Source records:
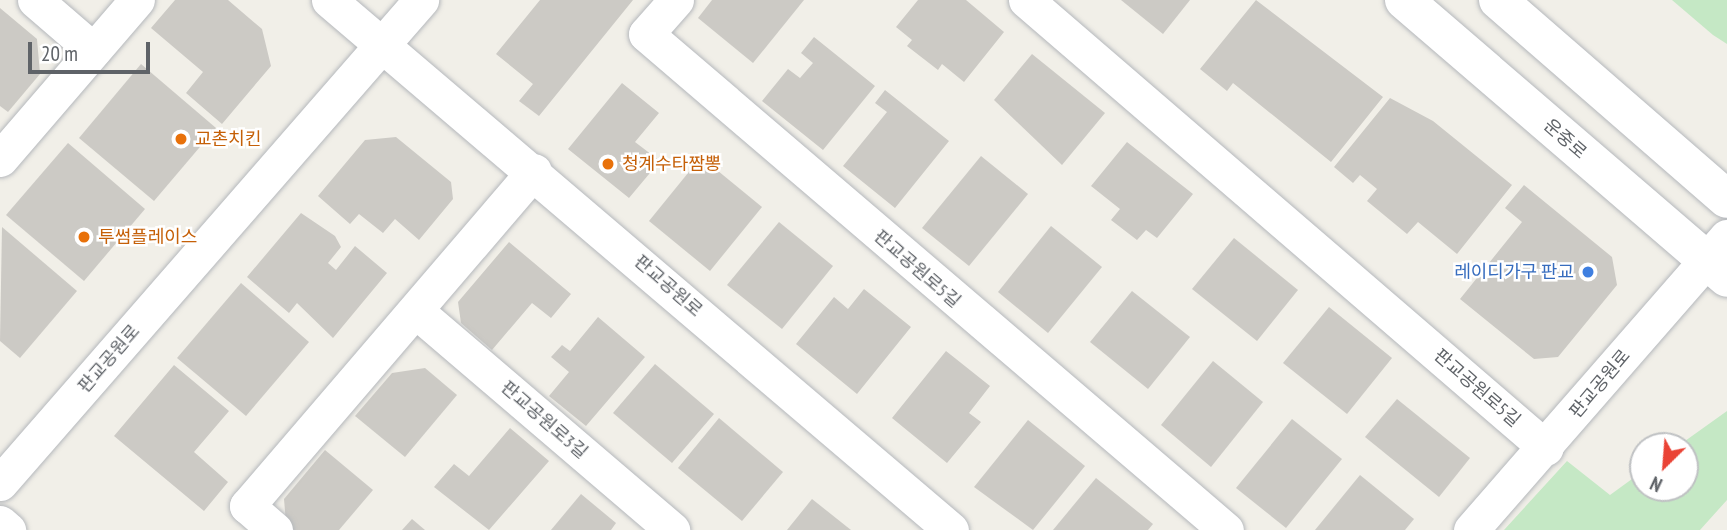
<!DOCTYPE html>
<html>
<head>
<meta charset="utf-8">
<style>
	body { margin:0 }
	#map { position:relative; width:1727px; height:530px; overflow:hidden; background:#f1efe8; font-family:"PT Sans Narrow","Noto Sans KR",sans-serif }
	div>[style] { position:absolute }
	.green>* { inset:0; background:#c5e8c5 }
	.building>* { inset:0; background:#cccac5 }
	.roads { filter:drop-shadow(0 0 2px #b5b8bc) drop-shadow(0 0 2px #b5b8bc) }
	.minor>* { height:35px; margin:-17.5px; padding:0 17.5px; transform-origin:17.5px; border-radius:17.5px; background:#fff }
	.secondary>* { height:38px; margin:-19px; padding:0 19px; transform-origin:19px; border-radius:19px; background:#fff }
	.dots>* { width:19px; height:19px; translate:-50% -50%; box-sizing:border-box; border:4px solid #fff; border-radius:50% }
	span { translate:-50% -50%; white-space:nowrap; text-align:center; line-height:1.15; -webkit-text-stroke:5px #fff; paint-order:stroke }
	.food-label { font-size:18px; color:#c56008 }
	.left { translate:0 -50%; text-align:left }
	.street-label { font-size:18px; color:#5f6368 }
	.shop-label { font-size:18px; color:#366cbe }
	.right { translate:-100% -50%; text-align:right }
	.north { position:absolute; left:1629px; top:432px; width:70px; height:70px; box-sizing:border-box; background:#fff; border:2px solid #bfc1c3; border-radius:50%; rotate:205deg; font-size:19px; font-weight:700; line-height:28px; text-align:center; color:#5f6368 }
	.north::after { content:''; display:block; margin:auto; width:24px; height:32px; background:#ea4335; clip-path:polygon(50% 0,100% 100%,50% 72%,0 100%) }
	.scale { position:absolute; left:28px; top:42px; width:122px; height:32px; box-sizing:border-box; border:4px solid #5f6368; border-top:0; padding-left:9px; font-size:21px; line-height:24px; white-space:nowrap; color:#5f6368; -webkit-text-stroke:5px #fff; paint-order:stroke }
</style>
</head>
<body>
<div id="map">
	<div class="green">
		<div style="clip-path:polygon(1672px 0,1727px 0,1727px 44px,1713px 35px)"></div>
		<div style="clip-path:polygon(1727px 411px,1727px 500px,1700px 530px,1504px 530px,1567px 461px,1610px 495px,1643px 471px,1643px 488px,1685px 488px,1685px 446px,1678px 446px)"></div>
	</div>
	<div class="building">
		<div style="clip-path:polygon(175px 0,228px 0,262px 29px,271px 66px,222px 124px,186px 93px,203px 72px,151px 28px)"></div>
		<div style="clip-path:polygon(540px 0,633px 0,539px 116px,519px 101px,533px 84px,496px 54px)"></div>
		<div style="clip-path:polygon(712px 0,804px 0,753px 63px,698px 18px)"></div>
		<div style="clip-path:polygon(918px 0,966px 0,1004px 32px,964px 82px,942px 64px,938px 70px,907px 46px,912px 40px,896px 27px)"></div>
		<div style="clip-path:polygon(1121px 0,1190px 0,1163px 34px)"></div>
		<div style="clip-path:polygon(1256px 0,1383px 97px,1331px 162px,1233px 83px,1227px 91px,1200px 69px)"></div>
		<div style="clip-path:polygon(0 8px,37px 39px,40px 74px,8px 112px,0 106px)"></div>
		<div style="clip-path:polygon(814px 37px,875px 86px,823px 150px,762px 101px,788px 69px,800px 78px,813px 63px,801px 53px)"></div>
		<div style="clip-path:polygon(1032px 54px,1105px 113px,1062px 165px,994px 100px)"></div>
		<div style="clip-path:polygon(141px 64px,216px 128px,154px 201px,79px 138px)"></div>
		<div style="clip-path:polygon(622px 83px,659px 113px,635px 142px,660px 161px,629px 198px,568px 149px)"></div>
		<div style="clip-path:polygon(885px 90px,949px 141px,895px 208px,843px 166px,887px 112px,875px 103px)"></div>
		<div style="clip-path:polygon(1390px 98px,1433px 121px,1512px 185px,1457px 254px,1418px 222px,1407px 234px,1367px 201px,1377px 189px,1360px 175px,1353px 183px,1334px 167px)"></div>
		<div style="clip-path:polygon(396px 137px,451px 182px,453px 199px,419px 240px,395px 219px,383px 233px,359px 214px,350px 224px,318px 196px,365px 140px)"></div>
		<div style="clip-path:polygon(1127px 142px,1193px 194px,1157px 238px,1146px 230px,1137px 240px,1111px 220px,1120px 209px,1091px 186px)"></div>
		<div style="clip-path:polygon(68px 143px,145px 209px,84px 281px,6px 215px)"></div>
		<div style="clip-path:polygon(981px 156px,1028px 194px,969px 266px,922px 228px)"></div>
		<div style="clip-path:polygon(701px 157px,762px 207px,710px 271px,649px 221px)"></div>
		<div style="clip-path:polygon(1524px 185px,1612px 257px,1617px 285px,1558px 357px,1534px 359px,1460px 299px,1522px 222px,1505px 208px)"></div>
		<div style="clip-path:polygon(301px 213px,335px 236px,341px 247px,328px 263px,336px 270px,355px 246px,387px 273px,333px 338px,297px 303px,289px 313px,247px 277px)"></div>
		<div style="clip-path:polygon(779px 222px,833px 266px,782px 329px,727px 285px)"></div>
		<div style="clip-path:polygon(1051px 226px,1102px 267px,1048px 333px,998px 292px)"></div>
		<div style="clip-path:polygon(2px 227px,77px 291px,20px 358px,0 341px)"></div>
		<div style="clip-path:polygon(1234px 238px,1298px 290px,1257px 341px,1192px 289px)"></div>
		<div style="clip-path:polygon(509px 242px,571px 294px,551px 318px,532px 303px,492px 350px,461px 323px,458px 302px)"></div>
		<div style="clip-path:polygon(241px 283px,309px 342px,246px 416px,177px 358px)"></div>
		<div style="clip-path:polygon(864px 289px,911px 327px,857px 394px,796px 344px,834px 297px,848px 309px)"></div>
		<div style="clip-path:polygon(1132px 291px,1190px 337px,1148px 389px,1090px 342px)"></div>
		<div style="clip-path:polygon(1329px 307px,1392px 358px,1347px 414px,1283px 363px)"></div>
		<div style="clip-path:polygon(598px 317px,645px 357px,586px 426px,549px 396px,569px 372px,551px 357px,562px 345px,570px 351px)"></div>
		<div style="clip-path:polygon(946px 351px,990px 386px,969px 413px,981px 422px,947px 463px,892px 418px)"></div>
		<div style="clip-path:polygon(1213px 361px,1263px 402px,1211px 467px,1161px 425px)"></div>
		<div style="clip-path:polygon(655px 364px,714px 414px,672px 463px,613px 413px)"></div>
		<div style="clip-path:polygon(174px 365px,229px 411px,194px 452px,228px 482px,204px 511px,114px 436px)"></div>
		<div style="clip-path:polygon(425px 368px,457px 395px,405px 457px,355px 416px,392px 373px)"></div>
		<div style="clip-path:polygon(1397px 399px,1470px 458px,1439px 497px,1365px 437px)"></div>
		<div style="clip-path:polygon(719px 418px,783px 472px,742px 521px,678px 468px)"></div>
		<div style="clip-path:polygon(1292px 419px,1342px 459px,1286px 528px,1236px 488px)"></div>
		<div style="clip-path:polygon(1028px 420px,1085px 466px,1033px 530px,974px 487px)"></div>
		<div style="clip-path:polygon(510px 428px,549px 461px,489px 530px,434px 487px,454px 464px,469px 476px)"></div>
		<div style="clip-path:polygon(325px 450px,373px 490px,339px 530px,294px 530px,286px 523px,284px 499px)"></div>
		<div style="clip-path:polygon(1360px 475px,1414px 519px,1405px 530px,1315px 530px)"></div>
		<div style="clip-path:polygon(1096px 478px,1153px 524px,1148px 530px,1053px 530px)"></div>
		<div style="clip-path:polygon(581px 494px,616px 523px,611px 530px,551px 530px)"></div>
		<div style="clip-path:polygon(812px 499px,851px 530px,787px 530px)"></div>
		<div style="clip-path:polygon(412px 519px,425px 530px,402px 530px)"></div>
	</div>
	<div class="roads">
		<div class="minor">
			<div style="left:35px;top:0;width:77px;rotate:40.8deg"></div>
			<div style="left:329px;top:0;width:817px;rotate:40.43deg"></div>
			<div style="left:676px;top:0;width:45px;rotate:131.4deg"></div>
			<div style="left:646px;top:34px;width:763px;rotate:40.54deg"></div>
			<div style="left:1026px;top:0;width:686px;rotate:40.75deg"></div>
			<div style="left:0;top:159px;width:210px;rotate:-49.3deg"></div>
			<div style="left:416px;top:311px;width:337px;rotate:40.5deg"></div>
			<div style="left:0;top:483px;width:641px;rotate:-48.92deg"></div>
			<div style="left:0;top:523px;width:11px;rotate:41deg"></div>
			<div style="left:275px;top:530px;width:37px;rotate:-139deg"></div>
			<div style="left:247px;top:506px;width:441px;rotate:-49.4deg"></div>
			<div style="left:1471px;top:530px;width:389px;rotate:-48.9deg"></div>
		</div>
		<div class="secondary">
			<div style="left:1404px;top:0;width:426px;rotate:40.7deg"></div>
			<div style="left:1498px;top:0;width:303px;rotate:41deg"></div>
		</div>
	</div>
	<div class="dots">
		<div style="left:181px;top:139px;background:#e8710a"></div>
		<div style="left:608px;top:164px;background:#e8710a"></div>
		<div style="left:84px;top:237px;background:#e8710a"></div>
		<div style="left:1588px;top:272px;background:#3f7fe0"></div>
	</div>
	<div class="food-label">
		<span class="left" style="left:195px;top:139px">교촌치킨</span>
		<span class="left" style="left:622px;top:164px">청계수타짬뽕</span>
		<span class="left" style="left:98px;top:237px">투썸플레이스</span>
	</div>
	<div class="street-label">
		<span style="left:1565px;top:139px;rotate:41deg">운중로</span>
		<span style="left:917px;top:269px;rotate:41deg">판교공원로5길</span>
		<span style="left:668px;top:286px;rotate:41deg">판교공원로</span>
		<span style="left:109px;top:359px;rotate:-49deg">판교공원로</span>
		<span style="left:1600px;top:384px;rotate:-50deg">판교공원로</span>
		<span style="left:1477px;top:388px;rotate:41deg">판교공원로5길</span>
		<span style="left:544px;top:420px;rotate:41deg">판교공원로3길</span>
	</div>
	<div class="shop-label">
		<span class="right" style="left:1574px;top:272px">레이디가구 판교</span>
	</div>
	<div class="north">N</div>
	<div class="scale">20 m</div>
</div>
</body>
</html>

Exercise goal:
Keeping both end lines, retype exactly the lines from the first line of the material through the line that contains "filter:drop-shadow(0 0 2px", but not the pictures.

The completed task:
<!DOCTYPE html>
<html>
<head>
<meta charset="utf-8">
<style>
	body { margin:0 }
	#map { position:relative; width:1727px; height:530px; overflow:hidden; background:#f1efe8; font-family:"PT Sans Narrow","Noto Sans KR",sans-serif }
	div>[style] { position:absolute }
	.green>* { inset:0; background:#c5e8c5 }
	.building>* { inset:0; background:#cccac5 }
	.roads { filter:drop-shadow(0 0 2px #b5b8bc) drop-shadow(0 0 2px #b5b8bc) }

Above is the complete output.